The source is available if anyone wants to improve it:

<http://github.com/mmastrac/charbase>

------
hanleybrand
A part of me likes this, and a part of me ❤s this. The rest of me wants to
hear what a lawter like Lessig (or someone with a silar amount of experience
and stake in the legalese of sharing) would say about it.

My guess is this has as much legal meaning as putting "this is in the public
domain" in a readme. (I.e. none)

------
joshaidan
I think the ethos of the copyheart as expressed in this website needs to be a
little different. Sure, don't restrict your audiences' ability to copy and
distribute your work, but when somebody sees the ♡ symbol, it should be a call
to action for the audience to ♡ the work and the artist(s) creating it. If
that involves supporting the work financially, then so be it. The audience of
a work is responsible for nurturing, caring for it, and supporting it's
production. This is what copyright tries to do it, but fails because it
focuses too much attention on controlling distribution.

------
apotheon
Use a simple license written with at least some vague grasp of the needs of
copyright law for licensing, please.
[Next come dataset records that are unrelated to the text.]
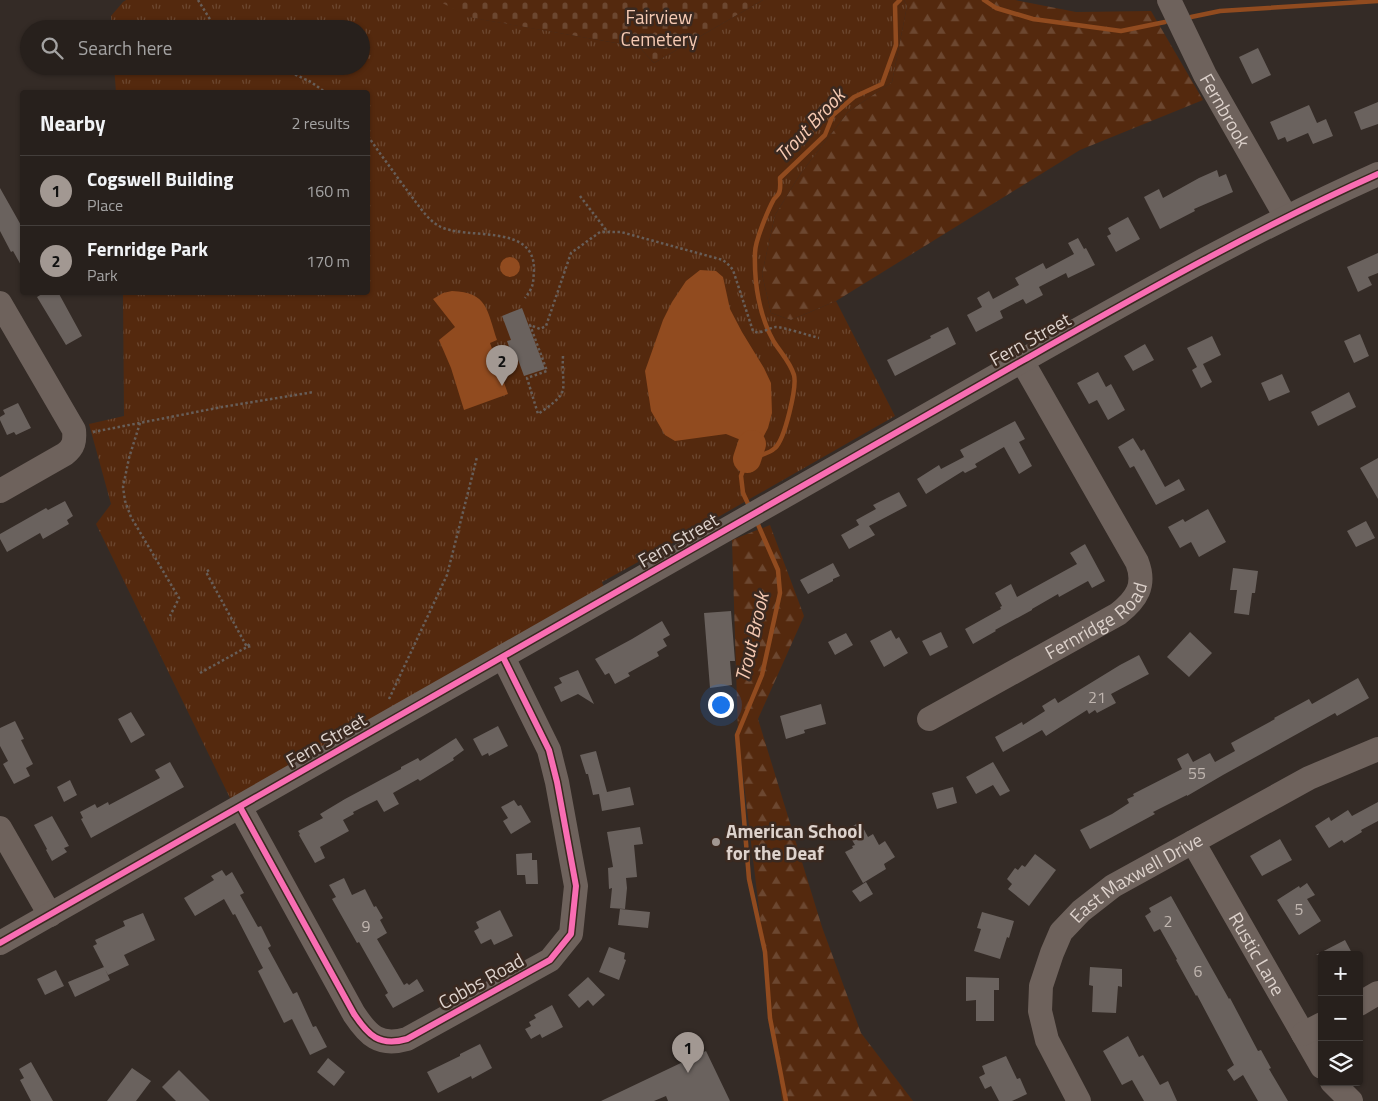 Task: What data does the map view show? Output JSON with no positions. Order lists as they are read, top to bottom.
{
  "streets": {
    "street": [
      "Fernbrook",
      "Fern Street",
      "Fernridge Road",
      "East Maxwell Drive",
      "Rustic Lane",
      "Cobbs Road"
    ]
  },
  "crossings": [
    ["Fernbrook", "Fern Street"],
    ["Fern Street", "Fernridge Road"],
    ["Fern Street", "Cobbs Road"],
    ["East Maxwell Drive", "Rustic Lane"]
  ],
  "water": ["Trout Brook"],
  "parks": ["Fairview Cemetery"],
  "places": ["American School for the Deaf"],
  "house_numbers": [
    "21",
    "55",
    "5",
    "2",
    "9",
    "6"
  ],
  "page": {
    "search": "Search here",
    "heading": ["Nearby", "2 results"],
    "list": [
      {
        "mark": "1",
        "name": "Cogswell Building",
        "note": "Place",
        "value": "160 m"
      },
      {
        "mark": "2",
        "name": "Fernridge Park",
        "note": "Park",
        "value": "170 m"
      }
    ],
    "pins": ["2", "1"],
    "map_buttons": ["+", "−"]
  }
}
Much as I respect the people associated
with Copyheart (Nina Paley, who I think created this whole Copyheart thing, is
the "artist in residence" at QuestionCopyright.org), I find the way some
people try to basically just pretend copyright doesn't exist as a way to fight
against the problems it creates somewhat naive and/or irresponsible. If you
want to make your works available freely to others in the same spirit as the
Copyheart thing, feel free to slap a Copyheart message on it, but please add a
simple, clean, copyfree license on it (such as the COIL, Open Works License,
or WTFPL) on the thing as well.

The reason to do that is not for your benefit so much as it is for the work's
benefit and that of the recipient. A vague, hand-wavy statement like the
Copyheart message can expose people who copy, share, and possibly modify your
works to legal difficulties down the road. Consider, for example, what happens
if you get hit by a bus tomorrow and a week later your heirs start sending
DMCA takedown notices to people circulating remixes or modifications of your
work, even if those remixes are respectful, adhere to the spirit of your
efforts, and give all due credit to you as the creator. Chances are very good
that any attempts to fight such takedowns would not stand up well in court if
the Copyheart message is all that you offered as "protection" for the people
spreading your work to new fans.

Please, do the responsible thing. Use a simple license that is very clear and
complete in its intent, such as the COIL, Open Works License, or WTFPL -- or
pick anything from the list of Copyfree Initiative certified licenses that
suits your fancy, I suppose: <http://copyfree.org/licenses>

------
unicornporn
Seems very similar to what Kopimi [1][2] is all about. It has been in use for
quite a while. Take a look at the footer of thepiratebay.is for instance.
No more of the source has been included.